The most accessible political data website in Canada — open source to the core.
Who represents you, what they've said, how they've voted, and where their infrastructure lives. Across every level of government, every province and territory, as far back as the digital record goes.
Canadian Political Data tracks ~2,800 elected officials across every level of Canadian government — every currently-sitting federal MP and senator (plus historical MPs back to 1994 pulled in via the Hansard pipeline), every provincial and territorial legislature, and municipal councils from coast to coast — plus the organizations driving Alberta's October 19, 2026 independence referendum.
The public site is free, requires no account, and never will.
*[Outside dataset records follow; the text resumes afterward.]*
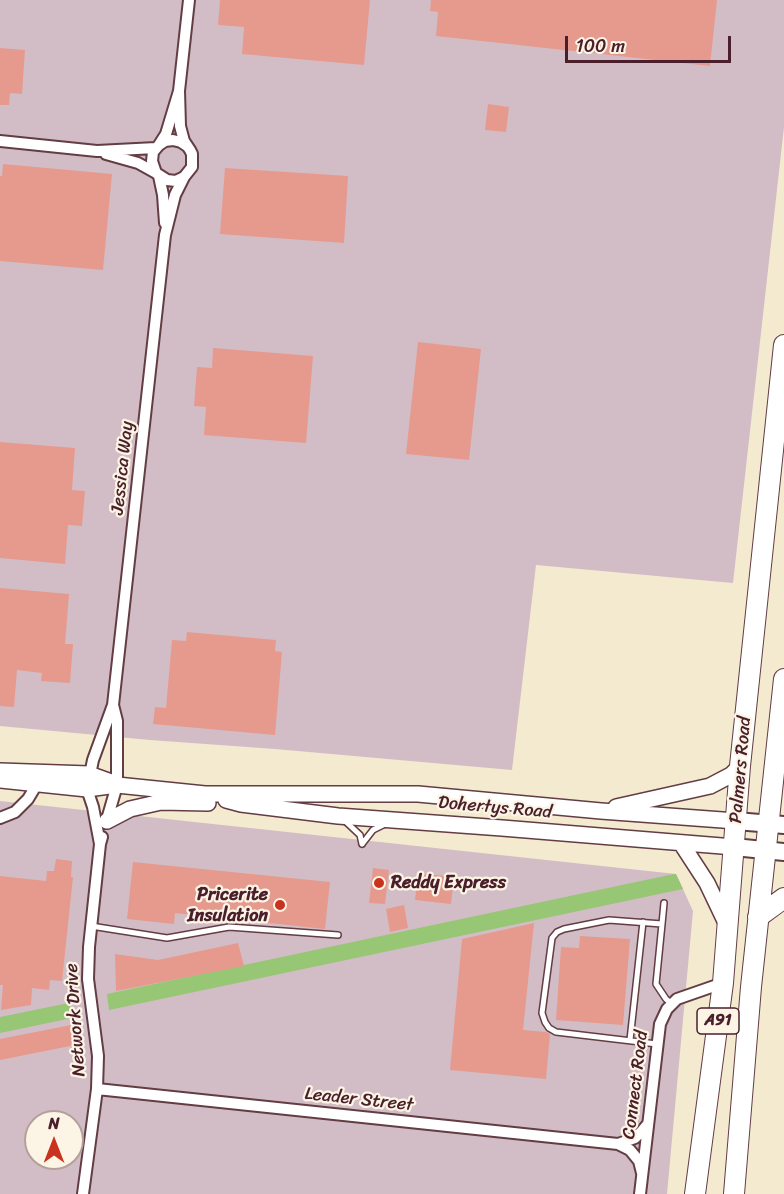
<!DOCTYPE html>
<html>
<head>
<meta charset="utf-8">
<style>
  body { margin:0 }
  #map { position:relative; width:784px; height:1194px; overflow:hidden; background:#f3ead0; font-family:Sriracha,sans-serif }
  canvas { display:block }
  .north { position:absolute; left:24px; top:1110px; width:60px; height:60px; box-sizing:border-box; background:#fcf5e5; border:2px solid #b59f9b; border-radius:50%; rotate:0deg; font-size:16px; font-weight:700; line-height:24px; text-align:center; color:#4a1f2b }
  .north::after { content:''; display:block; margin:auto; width:21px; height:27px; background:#c8321e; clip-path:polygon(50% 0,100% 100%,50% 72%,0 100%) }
  .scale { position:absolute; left:565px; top:36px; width:166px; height:27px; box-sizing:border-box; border:3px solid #4a1f2b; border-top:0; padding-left:8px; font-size:18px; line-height:21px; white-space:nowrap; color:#4a1f2b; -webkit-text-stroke:4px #fcf5e5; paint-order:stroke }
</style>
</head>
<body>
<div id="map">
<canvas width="784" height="1194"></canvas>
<div class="north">N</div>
<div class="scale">100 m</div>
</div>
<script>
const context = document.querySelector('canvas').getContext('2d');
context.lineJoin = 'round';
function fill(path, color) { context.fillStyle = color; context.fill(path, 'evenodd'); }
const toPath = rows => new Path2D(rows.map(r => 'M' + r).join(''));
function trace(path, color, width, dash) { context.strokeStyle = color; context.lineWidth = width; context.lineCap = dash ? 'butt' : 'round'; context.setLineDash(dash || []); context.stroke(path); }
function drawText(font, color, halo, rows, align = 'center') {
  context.font = font + ' Sriracha,sans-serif'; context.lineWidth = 4.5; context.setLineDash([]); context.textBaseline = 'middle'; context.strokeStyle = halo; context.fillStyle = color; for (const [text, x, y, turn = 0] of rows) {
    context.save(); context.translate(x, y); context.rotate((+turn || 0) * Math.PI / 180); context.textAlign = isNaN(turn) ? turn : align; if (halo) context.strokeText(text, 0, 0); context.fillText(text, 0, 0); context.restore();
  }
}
fill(toPath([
  [0,0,784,0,784,127,733,583,536,565,512,770,275,749,150,740,0,726],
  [0,801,676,874,693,911,667,1194,0,1194],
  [36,1122,72,1122,72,1158,36,1158]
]), '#d2bdc6');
fill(toPath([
  [674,874,676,874,683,889,109,1010,107,994],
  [69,1003,72,1018,0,1033,0,1017]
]), '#97c674');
fill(toPath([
  [220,0,370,0,364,65,242,54,244,27,218,25],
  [431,0,717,0,710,66,436,36,438,12,430,11],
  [0,48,25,50,22,94,10,93,9,105,0,105],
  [488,104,509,107,506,132,485,130],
  [3,164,112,174,103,270,0,261,0,176,2,176],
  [225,168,348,176,344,243,220,234],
  [418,342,481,349,469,460,406,454],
  [213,348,313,356,306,443,204,435,206,407,194,406,197,367,212,368],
  [0,442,75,448,72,490,85,491,82,526,68,525,65,564,0,558],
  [0,588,69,594,65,644,73,644,70,683,41,681,42,673,17,670,14,707,0,706],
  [187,632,276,640,275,651,282,652,275,735,153,724,155,707,166,708,172,640,186,641],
  [56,859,72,861,71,877,73,877,62,981,50,980,49,990,32,988,31,1005,1,1010,3,985,0,985,0,876,46,881,47,871,54,871],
  [133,862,330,882,325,929,175,913,174,924,127,919],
  [373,868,389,870,385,904,369,903],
  [418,873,454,877,451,904,415,900],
  [404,905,408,928,390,932,386,909],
  [534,923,523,1030,546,1032,550,1034,546,1079,450,1070,462,939],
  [580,936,630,939,623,1025,556,1020,561,947,579,948],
  [238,943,244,966,116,991,115,954,158,960],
  [71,1025,75,1045,0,1060,0,1039]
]), '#e69a8e');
const lane = toPath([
  [344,820,360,835,362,844],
  [362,844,373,830,385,824],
  [662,924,664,903],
  [91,926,167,938,229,927,338,935],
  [630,1040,643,922],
  [657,1044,556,1032,549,1028,545,1022,542,1013,552,938,557,932,564,929,609,920,662,924,656,984,666,999,672,1004]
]);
const street = toPath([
  [179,91,180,126,184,141,190,150,192,154,192,167,184,177,176,181,167,180,156,173,152,161,153,152,159,145,165,141,173,140,181,142,187,146],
  [0,141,97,151,156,148],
  [159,145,166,134,179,91,189,0],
  [106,154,138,163,156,173],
  [159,176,163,195,165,223],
  [0,818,15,812,28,799,37,784],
  [106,823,117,785,117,721,113,705],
  [100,844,93,807,87,789,93,760,113,705,165,235,175,195,184,177],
  [97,1089,618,1144,630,1150,639,1161,642,1173],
  [618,1144,635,1138,642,1131,647,1125],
  [83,1194,97,1089,98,1056,88,979,89,947,100,844,102,837],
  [640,1194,660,1024,667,1009,677,999,723,983]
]);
const secondary = toPath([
  [0,771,89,774,114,783],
  [0,780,87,789,117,785,205,794,418,794,601,811,736,821],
  [226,800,241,804,338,816,502,828,734,847],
  [616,807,710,786,731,775,740,766],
  [107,821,130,809,161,802,208,803],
  [681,843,707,883,728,927]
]);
const primary = toPath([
  [736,821,784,825],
  [734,847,784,852]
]);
const highway = toPath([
  [758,917,784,898],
  [695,1194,723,983,740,766,784,345],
  [734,1194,751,987,784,679]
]);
trace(lane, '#633d44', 8);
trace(street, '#633d44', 14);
trace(secondary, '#633d44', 18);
trace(primary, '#633d44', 20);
trace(highway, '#633d44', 22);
trace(lane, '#fff', 5);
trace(street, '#fff', 10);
trace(secondary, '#fff', 15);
trace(primary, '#fff', 16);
trace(highway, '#fff', 20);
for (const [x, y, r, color] of [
  [379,883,6,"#c8321e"],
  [280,905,6,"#c8321e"]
]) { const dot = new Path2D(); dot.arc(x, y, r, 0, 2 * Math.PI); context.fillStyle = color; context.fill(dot); trace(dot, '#fcf5e5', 2); }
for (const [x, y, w] of [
  [718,1021,42]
]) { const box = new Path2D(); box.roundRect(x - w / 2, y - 13, w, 26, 4.5); context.fillStyle = '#fcf5e5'; context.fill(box); trace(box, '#4a1f2b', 1.5); }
drawText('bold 16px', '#4a1f2b', null, [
  ["A91",718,1021]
]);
drawText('18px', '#4a1f2b', '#fcf5e5', [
  ["Jessica Way",123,468,-84],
  ["Palmers Road",741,770,-85],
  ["Dohertys Road",495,808,5],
  ["Network Drive",76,1020,-94],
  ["Connect Road",636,1085,-83],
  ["Leader Street",359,1100,6]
]);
drawText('bold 18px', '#4a1f2b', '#fcf5e5', [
  ["Reddy Express",391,883],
  ["Pricerite",268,895,"right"],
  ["Insulation",268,916,"right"]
], 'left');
</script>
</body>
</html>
Enter a postal code and see your own MP, MLA, and councillors — with their parliamentary record (mirrored from openparliament.ca for federal MPs), their social handles, and — as one lens among many — where their websites are hosted.
Access to information is a right. Canadians shouldn't have to know which government website to dig through, or what a "Hansard" is, or which province publishes bills as PDFs and which as JSON, just to find out what their elected representatives have said and done.
This project takes that seriously. Three principles fall out of it:
- Free and frictionless for the public. No accounts, no paywalls, no dark patterns on the public site. Postal-code lookup is the front door. Search is the next one.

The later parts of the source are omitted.